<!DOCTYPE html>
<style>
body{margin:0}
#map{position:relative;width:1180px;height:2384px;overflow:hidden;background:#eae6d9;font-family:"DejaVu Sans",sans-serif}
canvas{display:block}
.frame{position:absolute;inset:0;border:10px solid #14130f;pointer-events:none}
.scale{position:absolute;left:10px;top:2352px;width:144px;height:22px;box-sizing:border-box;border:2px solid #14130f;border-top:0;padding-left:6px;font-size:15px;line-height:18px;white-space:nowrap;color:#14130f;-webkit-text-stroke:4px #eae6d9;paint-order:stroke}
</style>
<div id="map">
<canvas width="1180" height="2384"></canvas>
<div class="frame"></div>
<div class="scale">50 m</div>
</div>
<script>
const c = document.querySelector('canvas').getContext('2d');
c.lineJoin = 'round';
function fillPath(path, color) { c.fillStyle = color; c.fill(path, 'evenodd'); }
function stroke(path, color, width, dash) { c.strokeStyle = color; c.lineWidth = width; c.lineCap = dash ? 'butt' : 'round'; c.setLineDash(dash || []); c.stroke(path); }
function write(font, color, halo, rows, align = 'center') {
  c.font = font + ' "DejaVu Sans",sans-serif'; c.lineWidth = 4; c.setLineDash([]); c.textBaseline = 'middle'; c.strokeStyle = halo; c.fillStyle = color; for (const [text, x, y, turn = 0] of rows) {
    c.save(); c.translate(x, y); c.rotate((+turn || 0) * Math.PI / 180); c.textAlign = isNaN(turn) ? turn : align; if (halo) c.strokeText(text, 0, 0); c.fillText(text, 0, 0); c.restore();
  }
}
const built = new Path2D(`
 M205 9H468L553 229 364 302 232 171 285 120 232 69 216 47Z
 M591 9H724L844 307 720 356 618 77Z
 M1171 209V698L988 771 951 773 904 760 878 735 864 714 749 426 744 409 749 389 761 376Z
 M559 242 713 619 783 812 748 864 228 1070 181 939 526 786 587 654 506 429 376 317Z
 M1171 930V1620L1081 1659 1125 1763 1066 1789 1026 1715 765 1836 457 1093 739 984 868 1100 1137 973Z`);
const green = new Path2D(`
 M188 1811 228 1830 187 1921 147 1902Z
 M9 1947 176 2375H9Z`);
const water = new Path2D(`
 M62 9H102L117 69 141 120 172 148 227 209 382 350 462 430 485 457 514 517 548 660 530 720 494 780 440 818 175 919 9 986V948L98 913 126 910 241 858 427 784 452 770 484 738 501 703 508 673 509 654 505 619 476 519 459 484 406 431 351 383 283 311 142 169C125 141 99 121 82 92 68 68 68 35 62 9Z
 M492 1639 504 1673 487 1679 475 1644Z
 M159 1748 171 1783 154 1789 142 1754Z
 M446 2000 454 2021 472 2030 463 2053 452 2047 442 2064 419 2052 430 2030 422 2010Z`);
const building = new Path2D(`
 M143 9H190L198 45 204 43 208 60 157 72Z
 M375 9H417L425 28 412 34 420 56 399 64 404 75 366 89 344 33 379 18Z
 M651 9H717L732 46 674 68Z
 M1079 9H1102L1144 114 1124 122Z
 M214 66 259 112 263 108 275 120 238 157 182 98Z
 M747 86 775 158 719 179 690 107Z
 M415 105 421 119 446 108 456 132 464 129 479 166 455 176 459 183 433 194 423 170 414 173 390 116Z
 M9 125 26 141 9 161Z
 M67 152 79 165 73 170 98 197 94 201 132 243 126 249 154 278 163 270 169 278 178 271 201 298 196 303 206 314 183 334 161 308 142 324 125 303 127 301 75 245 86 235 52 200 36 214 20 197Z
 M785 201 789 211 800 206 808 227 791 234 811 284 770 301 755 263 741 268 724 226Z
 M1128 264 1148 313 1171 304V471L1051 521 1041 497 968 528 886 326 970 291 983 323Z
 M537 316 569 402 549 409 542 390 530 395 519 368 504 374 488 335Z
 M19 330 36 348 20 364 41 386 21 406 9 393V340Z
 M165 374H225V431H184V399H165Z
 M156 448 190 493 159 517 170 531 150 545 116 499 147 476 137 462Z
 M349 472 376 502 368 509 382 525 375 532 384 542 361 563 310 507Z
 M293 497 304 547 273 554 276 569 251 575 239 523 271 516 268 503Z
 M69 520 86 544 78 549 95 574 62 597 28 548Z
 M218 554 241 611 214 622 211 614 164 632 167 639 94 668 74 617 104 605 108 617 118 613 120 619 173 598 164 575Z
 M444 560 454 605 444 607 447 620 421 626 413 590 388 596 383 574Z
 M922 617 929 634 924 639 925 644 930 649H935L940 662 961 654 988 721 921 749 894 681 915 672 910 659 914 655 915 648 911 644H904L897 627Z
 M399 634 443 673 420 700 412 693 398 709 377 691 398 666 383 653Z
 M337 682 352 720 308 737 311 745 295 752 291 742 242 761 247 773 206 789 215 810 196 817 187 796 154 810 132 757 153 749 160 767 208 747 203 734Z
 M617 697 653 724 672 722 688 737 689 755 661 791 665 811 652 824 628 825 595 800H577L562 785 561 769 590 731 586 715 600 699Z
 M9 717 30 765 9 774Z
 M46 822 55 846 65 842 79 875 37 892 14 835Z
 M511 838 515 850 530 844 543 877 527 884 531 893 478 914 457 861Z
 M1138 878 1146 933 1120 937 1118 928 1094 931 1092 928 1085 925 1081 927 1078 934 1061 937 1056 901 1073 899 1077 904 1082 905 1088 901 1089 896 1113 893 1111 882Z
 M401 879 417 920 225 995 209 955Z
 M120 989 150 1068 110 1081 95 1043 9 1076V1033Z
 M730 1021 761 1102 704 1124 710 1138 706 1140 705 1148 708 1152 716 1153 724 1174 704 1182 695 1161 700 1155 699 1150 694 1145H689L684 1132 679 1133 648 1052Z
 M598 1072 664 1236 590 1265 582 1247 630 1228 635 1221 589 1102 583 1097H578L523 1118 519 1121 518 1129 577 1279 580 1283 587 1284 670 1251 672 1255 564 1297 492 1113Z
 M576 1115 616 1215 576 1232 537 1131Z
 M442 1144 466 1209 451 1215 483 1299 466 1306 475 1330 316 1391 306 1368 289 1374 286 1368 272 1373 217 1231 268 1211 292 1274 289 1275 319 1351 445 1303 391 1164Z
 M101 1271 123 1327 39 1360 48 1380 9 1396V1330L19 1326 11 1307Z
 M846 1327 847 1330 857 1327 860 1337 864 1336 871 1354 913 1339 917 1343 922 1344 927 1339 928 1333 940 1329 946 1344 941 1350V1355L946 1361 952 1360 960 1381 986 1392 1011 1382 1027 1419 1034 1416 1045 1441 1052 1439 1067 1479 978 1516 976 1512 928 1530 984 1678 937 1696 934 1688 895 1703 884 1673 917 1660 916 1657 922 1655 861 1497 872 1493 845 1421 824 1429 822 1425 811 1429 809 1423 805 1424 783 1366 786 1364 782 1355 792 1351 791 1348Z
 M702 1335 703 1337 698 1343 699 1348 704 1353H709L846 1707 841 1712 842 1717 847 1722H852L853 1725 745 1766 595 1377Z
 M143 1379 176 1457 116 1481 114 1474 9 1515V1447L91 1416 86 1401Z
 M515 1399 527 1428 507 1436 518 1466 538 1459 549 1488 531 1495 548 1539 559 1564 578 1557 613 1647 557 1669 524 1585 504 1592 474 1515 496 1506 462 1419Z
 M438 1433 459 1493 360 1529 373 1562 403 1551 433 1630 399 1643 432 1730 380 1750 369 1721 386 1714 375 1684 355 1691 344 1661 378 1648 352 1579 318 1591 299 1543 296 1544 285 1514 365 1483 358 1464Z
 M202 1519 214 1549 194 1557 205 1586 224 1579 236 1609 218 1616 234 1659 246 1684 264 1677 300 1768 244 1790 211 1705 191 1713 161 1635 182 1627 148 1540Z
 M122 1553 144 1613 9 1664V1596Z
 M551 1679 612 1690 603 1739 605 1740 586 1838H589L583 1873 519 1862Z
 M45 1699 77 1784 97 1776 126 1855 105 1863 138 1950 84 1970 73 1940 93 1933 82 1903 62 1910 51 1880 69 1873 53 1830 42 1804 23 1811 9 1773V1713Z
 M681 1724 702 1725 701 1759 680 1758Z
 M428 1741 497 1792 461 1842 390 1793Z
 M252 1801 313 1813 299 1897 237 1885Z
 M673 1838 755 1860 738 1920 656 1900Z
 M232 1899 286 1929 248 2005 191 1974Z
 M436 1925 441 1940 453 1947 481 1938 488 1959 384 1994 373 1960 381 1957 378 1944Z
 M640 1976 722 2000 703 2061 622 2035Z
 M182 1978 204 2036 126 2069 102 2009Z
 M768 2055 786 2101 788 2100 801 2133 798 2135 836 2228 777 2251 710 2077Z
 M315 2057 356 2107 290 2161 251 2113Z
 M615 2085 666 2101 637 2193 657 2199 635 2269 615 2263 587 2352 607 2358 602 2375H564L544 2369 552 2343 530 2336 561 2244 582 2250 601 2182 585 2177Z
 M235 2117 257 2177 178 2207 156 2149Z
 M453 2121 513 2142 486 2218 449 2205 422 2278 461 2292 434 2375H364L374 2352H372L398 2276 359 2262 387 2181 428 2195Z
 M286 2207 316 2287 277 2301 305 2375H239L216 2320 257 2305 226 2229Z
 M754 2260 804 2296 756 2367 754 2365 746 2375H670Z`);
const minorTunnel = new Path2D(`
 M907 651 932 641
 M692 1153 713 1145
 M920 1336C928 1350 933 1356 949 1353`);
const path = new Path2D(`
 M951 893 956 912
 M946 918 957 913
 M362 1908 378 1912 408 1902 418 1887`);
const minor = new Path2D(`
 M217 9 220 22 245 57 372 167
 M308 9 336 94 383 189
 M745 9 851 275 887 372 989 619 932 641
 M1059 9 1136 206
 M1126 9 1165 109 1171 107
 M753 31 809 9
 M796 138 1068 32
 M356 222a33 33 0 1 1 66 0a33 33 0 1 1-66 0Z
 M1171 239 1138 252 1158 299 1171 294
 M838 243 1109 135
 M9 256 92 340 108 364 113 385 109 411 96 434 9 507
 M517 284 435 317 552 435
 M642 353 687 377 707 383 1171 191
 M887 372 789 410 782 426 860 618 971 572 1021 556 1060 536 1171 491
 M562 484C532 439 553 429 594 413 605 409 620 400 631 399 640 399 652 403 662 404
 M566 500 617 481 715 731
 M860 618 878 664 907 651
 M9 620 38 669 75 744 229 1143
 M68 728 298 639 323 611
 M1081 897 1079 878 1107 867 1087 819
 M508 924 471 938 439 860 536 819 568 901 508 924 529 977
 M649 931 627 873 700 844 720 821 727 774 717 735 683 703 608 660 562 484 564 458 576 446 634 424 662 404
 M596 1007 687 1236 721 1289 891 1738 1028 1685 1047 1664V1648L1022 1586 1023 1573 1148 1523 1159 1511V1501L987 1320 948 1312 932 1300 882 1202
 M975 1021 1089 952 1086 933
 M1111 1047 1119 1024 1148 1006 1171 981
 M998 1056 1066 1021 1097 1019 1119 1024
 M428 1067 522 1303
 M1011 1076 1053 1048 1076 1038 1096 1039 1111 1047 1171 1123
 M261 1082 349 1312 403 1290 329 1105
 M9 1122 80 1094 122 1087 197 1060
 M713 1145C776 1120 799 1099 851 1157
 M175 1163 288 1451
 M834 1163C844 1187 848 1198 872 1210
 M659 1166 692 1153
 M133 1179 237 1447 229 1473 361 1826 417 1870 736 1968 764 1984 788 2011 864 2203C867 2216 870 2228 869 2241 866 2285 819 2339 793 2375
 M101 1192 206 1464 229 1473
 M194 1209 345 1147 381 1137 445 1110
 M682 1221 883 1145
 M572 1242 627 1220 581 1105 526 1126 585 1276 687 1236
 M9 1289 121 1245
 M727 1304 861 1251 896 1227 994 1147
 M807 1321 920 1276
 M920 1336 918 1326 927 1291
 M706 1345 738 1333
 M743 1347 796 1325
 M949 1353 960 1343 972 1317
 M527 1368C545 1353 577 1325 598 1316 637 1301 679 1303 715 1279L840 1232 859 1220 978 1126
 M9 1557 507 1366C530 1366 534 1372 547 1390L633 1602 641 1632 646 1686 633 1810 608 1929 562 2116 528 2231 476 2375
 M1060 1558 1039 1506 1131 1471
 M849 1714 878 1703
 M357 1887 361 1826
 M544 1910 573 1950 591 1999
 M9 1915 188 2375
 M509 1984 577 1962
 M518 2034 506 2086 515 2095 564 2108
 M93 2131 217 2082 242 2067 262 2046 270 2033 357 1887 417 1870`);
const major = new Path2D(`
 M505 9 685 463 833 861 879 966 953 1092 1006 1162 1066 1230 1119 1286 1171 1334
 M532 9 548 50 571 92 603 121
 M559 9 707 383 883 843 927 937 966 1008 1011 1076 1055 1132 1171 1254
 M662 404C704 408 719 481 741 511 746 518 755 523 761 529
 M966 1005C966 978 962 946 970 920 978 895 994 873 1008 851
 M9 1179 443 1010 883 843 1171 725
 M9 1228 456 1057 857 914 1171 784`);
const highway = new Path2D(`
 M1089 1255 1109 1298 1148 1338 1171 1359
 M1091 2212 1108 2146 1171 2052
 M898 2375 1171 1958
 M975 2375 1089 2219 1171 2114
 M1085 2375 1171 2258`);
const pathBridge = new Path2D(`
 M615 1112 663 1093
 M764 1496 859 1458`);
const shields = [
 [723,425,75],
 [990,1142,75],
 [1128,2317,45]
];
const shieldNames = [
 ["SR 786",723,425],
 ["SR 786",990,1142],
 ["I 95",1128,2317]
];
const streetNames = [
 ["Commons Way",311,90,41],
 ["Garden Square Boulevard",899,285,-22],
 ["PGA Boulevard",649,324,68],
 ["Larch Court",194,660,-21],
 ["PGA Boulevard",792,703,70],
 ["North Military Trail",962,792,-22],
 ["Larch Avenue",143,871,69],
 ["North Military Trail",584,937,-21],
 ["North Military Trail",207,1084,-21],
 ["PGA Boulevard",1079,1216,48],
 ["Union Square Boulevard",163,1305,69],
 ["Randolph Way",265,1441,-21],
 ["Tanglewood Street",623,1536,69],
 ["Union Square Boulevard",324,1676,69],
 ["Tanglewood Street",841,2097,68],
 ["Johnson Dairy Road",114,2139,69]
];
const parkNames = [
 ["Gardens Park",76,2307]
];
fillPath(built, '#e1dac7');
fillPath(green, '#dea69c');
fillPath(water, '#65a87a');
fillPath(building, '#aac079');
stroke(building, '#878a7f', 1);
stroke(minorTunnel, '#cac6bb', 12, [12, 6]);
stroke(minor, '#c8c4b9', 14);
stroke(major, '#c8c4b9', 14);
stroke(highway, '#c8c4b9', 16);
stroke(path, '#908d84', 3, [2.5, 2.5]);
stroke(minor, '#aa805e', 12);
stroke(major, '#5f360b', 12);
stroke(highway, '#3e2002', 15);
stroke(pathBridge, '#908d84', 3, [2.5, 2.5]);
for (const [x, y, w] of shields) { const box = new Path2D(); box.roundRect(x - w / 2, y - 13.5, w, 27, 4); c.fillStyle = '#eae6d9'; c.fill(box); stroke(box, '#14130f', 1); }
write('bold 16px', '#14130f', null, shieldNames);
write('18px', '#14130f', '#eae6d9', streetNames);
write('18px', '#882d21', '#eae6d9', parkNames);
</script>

* * *

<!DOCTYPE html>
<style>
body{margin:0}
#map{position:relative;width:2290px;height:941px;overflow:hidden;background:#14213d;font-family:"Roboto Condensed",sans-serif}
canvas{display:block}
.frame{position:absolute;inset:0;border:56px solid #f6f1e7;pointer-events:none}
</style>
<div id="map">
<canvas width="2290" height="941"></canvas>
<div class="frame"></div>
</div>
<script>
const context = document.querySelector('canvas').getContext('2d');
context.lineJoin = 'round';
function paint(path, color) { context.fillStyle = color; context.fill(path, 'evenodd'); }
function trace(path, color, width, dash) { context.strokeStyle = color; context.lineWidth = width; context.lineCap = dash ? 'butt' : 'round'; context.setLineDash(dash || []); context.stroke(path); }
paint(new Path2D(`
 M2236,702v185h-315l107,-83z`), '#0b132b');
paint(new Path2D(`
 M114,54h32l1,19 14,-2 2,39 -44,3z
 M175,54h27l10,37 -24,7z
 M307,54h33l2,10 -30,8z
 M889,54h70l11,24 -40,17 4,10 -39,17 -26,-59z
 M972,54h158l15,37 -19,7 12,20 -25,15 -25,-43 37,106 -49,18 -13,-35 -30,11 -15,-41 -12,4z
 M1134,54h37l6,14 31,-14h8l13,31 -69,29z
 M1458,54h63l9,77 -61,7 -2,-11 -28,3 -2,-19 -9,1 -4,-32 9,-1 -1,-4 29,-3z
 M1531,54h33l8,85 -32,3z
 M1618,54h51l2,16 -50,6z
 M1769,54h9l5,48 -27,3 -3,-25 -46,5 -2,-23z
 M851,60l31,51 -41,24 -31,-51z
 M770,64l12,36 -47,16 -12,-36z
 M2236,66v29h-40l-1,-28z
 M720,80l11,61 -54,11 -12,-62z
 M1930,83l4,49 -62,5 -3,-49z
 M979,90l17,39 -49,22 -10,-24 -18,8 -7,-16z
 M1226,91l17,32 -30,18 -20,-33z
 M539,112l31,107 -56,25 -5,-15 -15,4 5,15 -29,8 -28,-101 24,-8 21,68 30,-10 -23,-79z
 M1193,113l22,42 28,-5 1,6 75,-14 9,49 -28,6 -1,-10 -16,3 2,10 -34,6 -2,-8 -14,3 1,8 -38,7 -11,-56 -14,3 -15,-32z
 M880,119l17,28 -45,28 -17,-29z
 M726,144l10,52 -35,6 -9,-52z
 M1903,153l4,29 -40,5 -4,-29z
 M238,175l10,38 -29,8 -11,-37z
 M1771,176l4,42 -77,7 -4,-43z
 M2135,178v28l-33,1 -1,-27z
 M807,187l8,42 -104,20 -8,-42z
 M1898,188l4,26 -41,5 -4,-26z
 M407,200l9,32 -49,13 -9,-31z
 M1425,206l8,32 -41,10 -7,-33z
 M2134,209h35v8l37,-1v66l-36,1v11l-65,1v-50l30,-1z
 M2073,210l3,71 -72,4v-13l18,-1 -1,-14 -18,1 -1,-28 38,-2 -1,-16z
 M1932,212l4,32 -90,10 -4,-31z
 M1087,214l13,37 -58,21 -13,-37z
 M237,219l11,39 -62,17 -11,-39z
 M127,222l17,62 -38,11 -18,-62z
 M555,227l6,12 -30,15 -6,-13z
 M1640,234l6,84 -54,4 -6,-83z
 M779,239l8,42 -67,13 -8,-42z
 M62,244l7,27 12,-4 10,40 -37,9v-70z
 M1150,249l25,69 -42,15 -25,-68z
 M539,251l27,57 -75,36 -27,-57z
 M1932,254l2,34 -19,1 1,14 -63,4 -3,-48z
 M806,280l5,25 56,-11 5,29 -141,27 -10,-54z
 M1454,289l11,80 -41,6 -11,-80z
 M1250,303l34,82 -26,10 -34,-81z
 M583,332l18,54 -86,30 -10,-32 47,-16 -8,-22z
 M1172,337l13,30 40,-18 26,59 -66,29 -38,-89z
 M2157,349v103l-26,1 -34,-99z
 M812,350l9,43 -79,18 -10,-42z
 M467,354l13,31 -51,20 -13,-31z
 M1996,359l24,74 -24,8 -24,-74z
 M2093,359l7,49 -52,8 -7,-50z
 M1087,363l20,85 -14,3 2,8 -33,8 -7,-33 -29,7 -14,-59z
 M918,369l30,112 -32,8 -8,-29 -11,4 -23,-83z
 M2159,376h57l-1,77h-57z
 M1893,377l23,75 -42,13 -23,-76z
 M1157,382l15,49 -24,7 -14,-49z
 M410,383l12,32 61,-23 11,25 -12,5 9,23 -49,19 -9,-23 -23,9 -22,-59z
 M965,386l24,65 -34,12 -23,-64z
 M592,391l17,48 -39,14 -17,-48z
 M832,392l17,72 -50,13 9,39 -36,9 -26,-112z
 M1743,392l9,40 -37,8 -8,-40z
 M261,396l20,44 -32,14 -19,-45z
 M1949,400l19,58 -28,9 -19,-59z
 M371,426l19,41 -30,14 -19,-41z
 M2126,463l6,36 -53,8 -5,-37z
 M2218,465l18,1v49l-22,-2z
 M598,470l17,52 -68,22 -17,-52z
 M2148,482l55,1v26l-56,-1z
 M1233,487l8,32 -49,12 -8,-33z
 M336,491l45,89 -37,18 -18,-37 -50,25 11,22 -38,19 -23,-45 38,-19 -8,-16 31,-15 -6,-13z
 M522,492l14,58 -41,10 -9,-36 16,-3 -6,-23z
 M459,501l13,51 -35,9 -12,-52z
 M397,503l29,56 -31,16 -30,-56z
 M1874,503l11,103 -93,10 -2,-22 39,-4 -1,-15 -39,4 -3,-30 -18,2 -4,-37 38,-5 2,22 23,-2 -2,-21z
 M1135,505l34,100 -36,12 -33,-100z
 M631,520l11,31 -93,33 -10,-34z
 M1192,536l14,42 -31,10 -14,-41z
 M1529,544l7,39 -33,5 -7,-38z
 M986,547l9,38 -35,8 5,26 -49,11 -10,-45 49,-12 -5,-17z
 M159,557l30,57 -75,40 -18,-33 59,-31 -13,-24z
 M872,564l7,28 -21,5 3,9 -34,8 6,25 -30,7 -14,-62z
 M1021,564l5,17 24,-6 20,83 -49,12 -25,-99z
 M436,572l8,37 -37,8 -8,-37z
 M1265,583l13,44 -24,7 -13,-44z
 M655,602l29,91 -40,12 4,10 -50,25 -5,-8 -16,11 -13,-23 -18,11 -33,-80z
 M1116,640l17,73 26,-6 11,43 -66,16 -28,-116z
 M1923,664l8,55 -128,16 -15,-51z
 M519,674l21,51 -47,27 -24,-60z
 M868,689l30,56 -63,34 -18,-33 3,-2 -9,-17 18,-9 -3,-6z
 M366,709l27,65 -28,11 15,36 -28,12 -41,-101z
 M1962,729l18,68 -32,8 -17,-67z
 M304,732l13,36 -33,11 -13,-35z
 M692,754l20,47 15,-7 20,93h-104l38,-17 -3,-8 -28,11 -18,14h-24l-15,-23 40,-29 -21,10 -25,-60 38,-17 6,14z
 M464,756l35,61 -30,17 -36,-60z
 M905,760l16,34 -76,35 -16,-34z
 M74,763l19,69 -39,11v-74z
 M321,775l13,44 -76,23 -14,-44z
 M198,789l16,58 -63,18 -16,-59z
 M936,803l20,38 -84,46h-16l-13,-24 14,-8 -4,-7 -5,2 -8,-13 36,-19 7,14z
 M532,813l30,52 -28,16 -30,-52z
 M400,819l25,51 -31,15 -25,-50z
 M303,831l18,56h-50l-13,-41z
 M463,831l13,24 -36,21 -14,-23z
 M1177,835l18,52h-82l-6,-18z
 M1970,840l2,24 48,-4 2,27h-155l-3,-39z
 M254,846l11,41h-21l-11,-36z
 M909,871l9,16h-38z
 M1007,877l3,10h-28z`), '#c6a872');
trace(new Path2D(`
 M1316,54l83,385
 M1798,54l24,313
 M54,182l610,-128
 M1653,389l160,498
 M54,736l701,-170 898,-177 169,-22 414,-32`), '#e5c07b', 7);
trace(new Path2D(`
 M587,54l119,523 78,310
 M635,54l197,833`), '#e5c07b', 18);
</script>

> **DESCRIPTION OF THE TASK**:
Nothing should appear in the answer except the lines above from the line with "M1425,206l8,32 -41,10 -7,-33z" through the line with "M1874,503l11,103 -93,10 -2,-22", both included, written out exactly.

> **ANSWER TO THIS PROBLEM**:
 M1425,206l8,32 -41,10 -7,-33z
 M2134,209h35v8l37,-1v66l-36,1v11l-65,1v-50l30,-1z
 M2073,210l3,71 -72,4v-13l18,-1 -1,-14 -18,1 -1,-28 38,-2 -1,-16z
 M1932,212l4,32 -90,10 -4,-31z
 M1087,214l13,37 -58,21 -13,-37z
 M237,219l11,39 -62,17 -11,-39z
 M127,222l17,62 -38,11 -18,-62z
 M555,227l6,12 -30,15 -6,-13z
 M1640,234l6,84 -54,4 -6,-83z
 M779,239l8,42 -67,13 -8,-42z
 M62,244l7,27 12,-4 10,40 -37,9v-70z
 M1150,249l25,69 -42,15 -25,-68z
 M539,251l27,57 -75,36 -27,-57z
 M1932,254l2,34 -19,1 1,14 -63,4 -3,-48z
 M806,280l5,25 56,-11 5,29 -141,27 -10,-54z
 M1454,289l11,80 -41,6 -11,-80z
 M1250,303l34,82 -26,10 -34,-81z
 M583,332l18,54 -86,30 -10,-32 47,-16 -8,-22z
 M1172,337l13,30 40,-18 26,59 -66,29 -38,-89z
 M2157,349v103l-26,1 -34,-99z
 M812,350l9,43 -79,18 -10,-42z
 M467,354l13,31 -51,20 -13,-31z
 M1996,359l24,74 -24,8 -24,-74z
 M2093,359l7,49 -52,8 -7,-50z
 M1087,363l20,85 -14,3 2,8 -33,8 -7,-33 -29,7 -14,-59z
 M918,369l30,112 -32,8 -8,-29 -11,4 -23,-83z
 M2159,376h57l-1,77h-57z
 M1893,377l23,75 -42,13 -23,-76z
 M1157,382l15,49 -24,7 -14,-49z
 M410,383l12,32 61,-23 11,25 -12,5 9,23 -49,19 -9,-23 -23,9 -22,-59z
 M965,386l24,65 -34,12 -23,-64z
 M592,391l17,48 -39,14 -17,-48z
 M832,392l17,72 -50,13 9,39 -36,9 -26,-112z
 M1743,392l9,40 -37,8 -8,-40z
 M261,396l20,44 -32,14 -19,-45z
 M1949,400l19,58 -28,9 -19,-59z
 M371,426l19,41 -30,14 -19,-41z
 M2126,463l6,36 -53,8 -5,-37z
 M2218,465l18,1v49l-22,-2z
 M598,470l17,52 -68,22 -17,-52z
 M2148,482l55,1v26l-56,-1z
 M1233,487l8,32 -49,12 -8,-33z
 M336,491l45,89 -37,18 -18,-37 -50,25 11,22 -38,19 -23,-45 38,-19 -8,-16 31,-15 -6,-13z
 M522,492l14,58 -41,10 -9,-36 16,-3 -6,-23z
 M459,501l13,51 -35,9 -12,-52z
 M397,503l29,56 -31,16 -30,-56z
 M1874,503l11,103 -93,10 -2,-22 39,-4 -1,-15 -39,4 -3,-30 -18,2 -4,-37 38,-5 2,22 23,-2 -2,-21z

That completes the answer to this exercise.